Ademais, como boa parte dos rios brasileiros, pelos descasos da maioria
absoluta dos governantes das três esferas (municipal, estadual e federal),
que nunca se preocuparam realmente com a questão ambiental, o Rio São
Francisco está com sua saúde extremamente comprometida.
Como denuncia Luiz Flávio Cappio, o bispo de Barra desprezado por Lula, em
recente artigo publicado no jornal O Estado de S. Paulo, dos 5.400km de
margens do Rio São Francisco, apenas 5% das matas ciliares estão
preservadas. Cappio afirma, ainda, que numa caminhada por ele realizada
“da nascente à foz do rio, de outubro de 1992 a outubro de 1993, foram
detectados todos os tipos de agressão, como a destruição das fontes, a
morte das lagoas e dos brejos e o desmatamento das matas ciliares que
protegem os barrancos. O assoreamento é cada vez maior, com queda dos
barrancos e poluição das águas pelos dejetos sanitários das cidades, pelos
dejetos químicos das indústrias e pelos agrotóxicos de grandes projetos de
irrigação”.
Mas nada disso interessa, pois como dizem os coronéis nordestinos, os
latifundiários, ou melhor, os “agrobusines”, ou seja, essa gente que vem
lucrando com a expansão de cultura da cana, não se pode obstar o
progresso. No caso em discussão, isso significa mais e mais áreas para o
cultivo da principal matéria-prima, no Brasil, do combustível
equivocadamente chamado de “ecologicamente correto”.
Para entender bem a situação que estamos enfrentando, é preciso destacar
que, para o agronegócio, essa gente que em sua maioria não se importa com
nada para garantir seus lucros (refiro-me aos velhos, mas não abandonados,
métodos dos latifundiários), está colocada uma oportunidade, diga-se de
passagem, de ouro, que dificilmente será perdida, pois as principais
potências econômicas, as maiores responsáveis pela degradação do meio
ambiente – em especial Estados Unidos, União Européria e Japão – têm como
meta substituir, nos próximos treze anos, no mínimo, 20% de seu consumo de
combustíveis derivados de petróleo pelo chamado biocombustível.

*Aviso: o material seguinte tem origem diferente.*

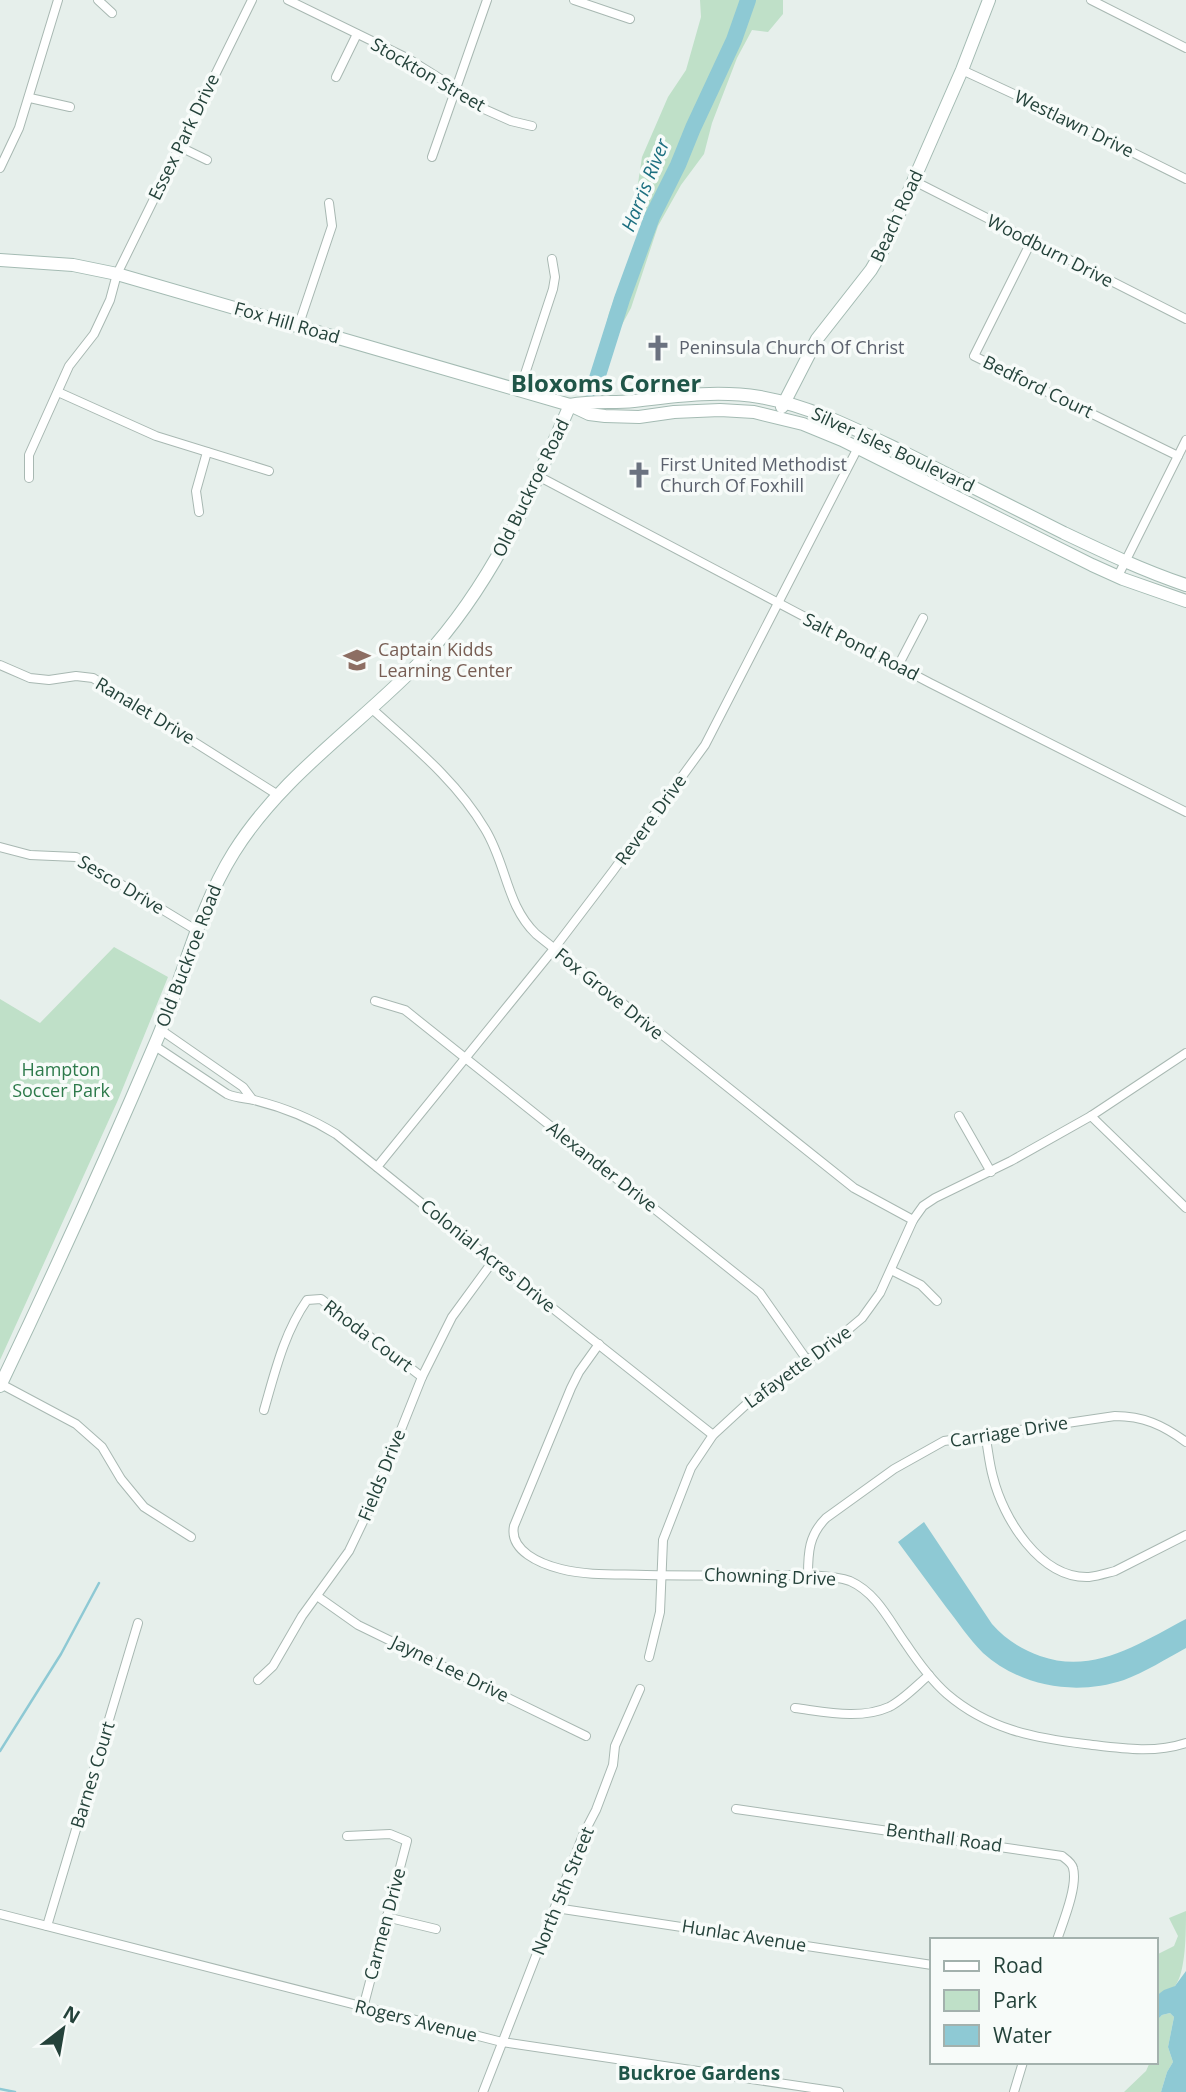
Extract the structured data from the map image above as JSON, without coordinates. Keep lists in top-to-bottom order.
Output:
{
  "streets": {
    "street": [
      "Stockton Street",
      "Westlawn Drive",
      "Essex Park Drive",
      "Beach Road",
      "Woodburn Drive",
      "Fox Hill Road",
      "Bedford Court",
      "Silver Isles Boulevard",
      "Old Buckroe Road",
      "Salt Pond Road",
      "Ranalet Drive",
      "Revere Drive",
      "Sesco Drive",
      "Fox Grove Drive",
      "Alexander Drive",
      "Colonial Acres Drive",
      "Rhoda Court",
      "Lafayette Drive",
      "Carriage Drive",
      "Fields Drive",
      "Chowning Drive",
      "Jayne Lee Drive",
      "Barnes Court",
      "Benthall Road",
      "North 5th Street",
      "Carmen Drive",
      "Hunlac Avenue",
      "Rogers Avenue"
    ]
  },
  "crossings": [
    ["Westlawn Drive", "Beach Road"],
    ["Essex Park Drive", "Fox Hill Road"],
    ["Beach Road", "Woodburn Drive"],
    ["Beach Road", "Silver Isles Boulevard"],
    ["Woodburn Drive", "Bedford Court"],
    ["Fox Hill Road", "Silver Isles Boulevard"],
    ["Fox Hill Road", "Old Buckroe Road"],
    ["Silver Isles Boulevard", "Old Buckroe Road"],
    ["Silver Isles Boulevard", "Revere Drive"],
    ["Old Buckroe Road", "Salt Pond Road"],
    ["Old Buckroe Road", "Ranalet Drive"],
    ["Old Buckroe Road", "Sesco Drive"],
    ["Old Buckroe Road", "Fox Grove Drive"],
    ["Old Buckroe Road", "Colonial Acres Drive"],
    ["Salt Pond Road", "Revere Drive"],
    ["Revere Drive", "Fox Grove Drive"],
    ["Revere Drive", "Alexander Drive"],
    ["Revere Drive", "Colonial Acres Drive"],
    ["Fox Grove Drive", "Lafayette Drive"],
    ["Alexander Drive", "Lafayette Drive"],
    ["Colonial Acres Drive", "Lafayette Drive"],
    ["Colonial Acres Drive", "Fields Drive"],
    ["Colonial Acres Drive", "Chowning Drive"],
    ["Rhoda Court", "Fields Drive"],
    ["Lafayette Drive", "Chowning Drive"],
    ["Carriage Drive", "Chowning Drive"],
    ["Fields Drive", "Jayne Lee Drive"],
    ["Barnes Court", "Rogers Avenue"],
    ["North 5th Street", "Hunlac Avenue"],
    ["North 5th Street", "Rogers Avenue"],
    ["Carmen Drive", "Rogers Avenue"]
  ],
  "districts": ["Bloxoms Corner", "Buckroe Gardens"],
  "water": ["Harris River"],
  "parks": ["Hampton Soccer Park"],
  "places": {
    "church": ["Peninsula Church Of Christ", "First United Methodist Church Of Foxhill"],
    "school or university": ["Captain Kidds Learning Center"]
  },
  "legend": ["Road", "Park", "Water"],
  "north": "top right"
}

Vejam que, de acordo com projeções de entidades patronais do setor, o
número de usinas de etanol deve crescer 30% no país em apenas cinco anos –
pulando das atuais 248 para 325 unidades de produção na safra de
2012/2013. Dados fornecidos pelo Banco Nacional de Desenvolvimento
Econômico e Social (BNDES) apontam pedidos de financiamento no valor de
R$7,2 bilhões. O total de investimentos para a construção de novas usinas
está estimado em R$ 12,2 bilhões. Caso tais previsões se confirmem, a área
ocupada pela cana crescerá mais de 50%, chegando a quase 10 milhões de
hectares em meados da próxima década.
Como apontado em artigo publicado por Marcos Rogério de Souza, mestre em
Direito pela Unesp e advogado em Brasília (DF) “o problema é que a cana, a
soja e o eucalipto são produzidos em regime de extensas monoculturas com
sérios impactos negativos. Desde as plantations até as grandes
propriedades do agronegócio, os efeitos são os mesmos e têm se
intensificado nos últimos anos: desmatamento ilegal para dar lugar ao
plantio de cana, soja e eucalipto; aumento da violência no campo
decorrente da expulsão de camponeses e posseiros; ampliação da
concentração fundiária; multiplicação do uso de agrotóxicos e demais
agroquímicos, prejudicando a saúde humana e o ecossistema; pobreza rural e
urbana, decorrente do êxodo e da baixa incorporação de trabalho; aumento
das importações de produtos historicamente produzidos pelo Brasil, como
arroz, trigo, cebola, batata, feijão. Importante considerar que o
desmatamento é uma das principais causas do efeito estufa, conforme
demonstrou relatório da ONU divulgado recentemente”.
Não restam dúvidas, portanto, que a transposição do rio São Francisco está
inserida neste contexto de geopolítica internacional e é mais um destes
projetos, que a despeito do discurso oficial, servem para beneficiar as
elites de sempre.
Novamente, citando Dom Cáppio, “o projeto de transposição do rio São
Francisco desrespeita a realidade ao considerarmos que o rio está em
franco processo de morte. Trata-se de um projeto altamente agressor,
ecologicamente e socialmente injusto. Ao invés de levar as águas do rio
para o povo e garantir a vida da fauna e da flora, o projeto prioriza
grandes projetos agroindustriais, privilegiando pequeno grupo em
detrimento da grande massa que continuará sem acesso à água. É socialmente
injusto e ecologicamente agressivo”.
Além do impacto ambiental produzido pela própria obra, teremos ainda
aqueles acima decorrentes da monocultura latifundiária do agronegócio,
causados entre outros, no caso do cultivo da cana-de-açúcar, pelo uso da
grande quantidade de agrotóxicos durante todo ciclo de cultura, do uso de
vinhoto (rejeito industrial da cana altamente poluente) para adubação do
solo e das queimadas para a colheita, sendo que tanto a cultura da cana
como a do eucalipto aceleram o processo de desertificação, uma vez que
absorvem demasiadas quantidades de água do solo e subsolo.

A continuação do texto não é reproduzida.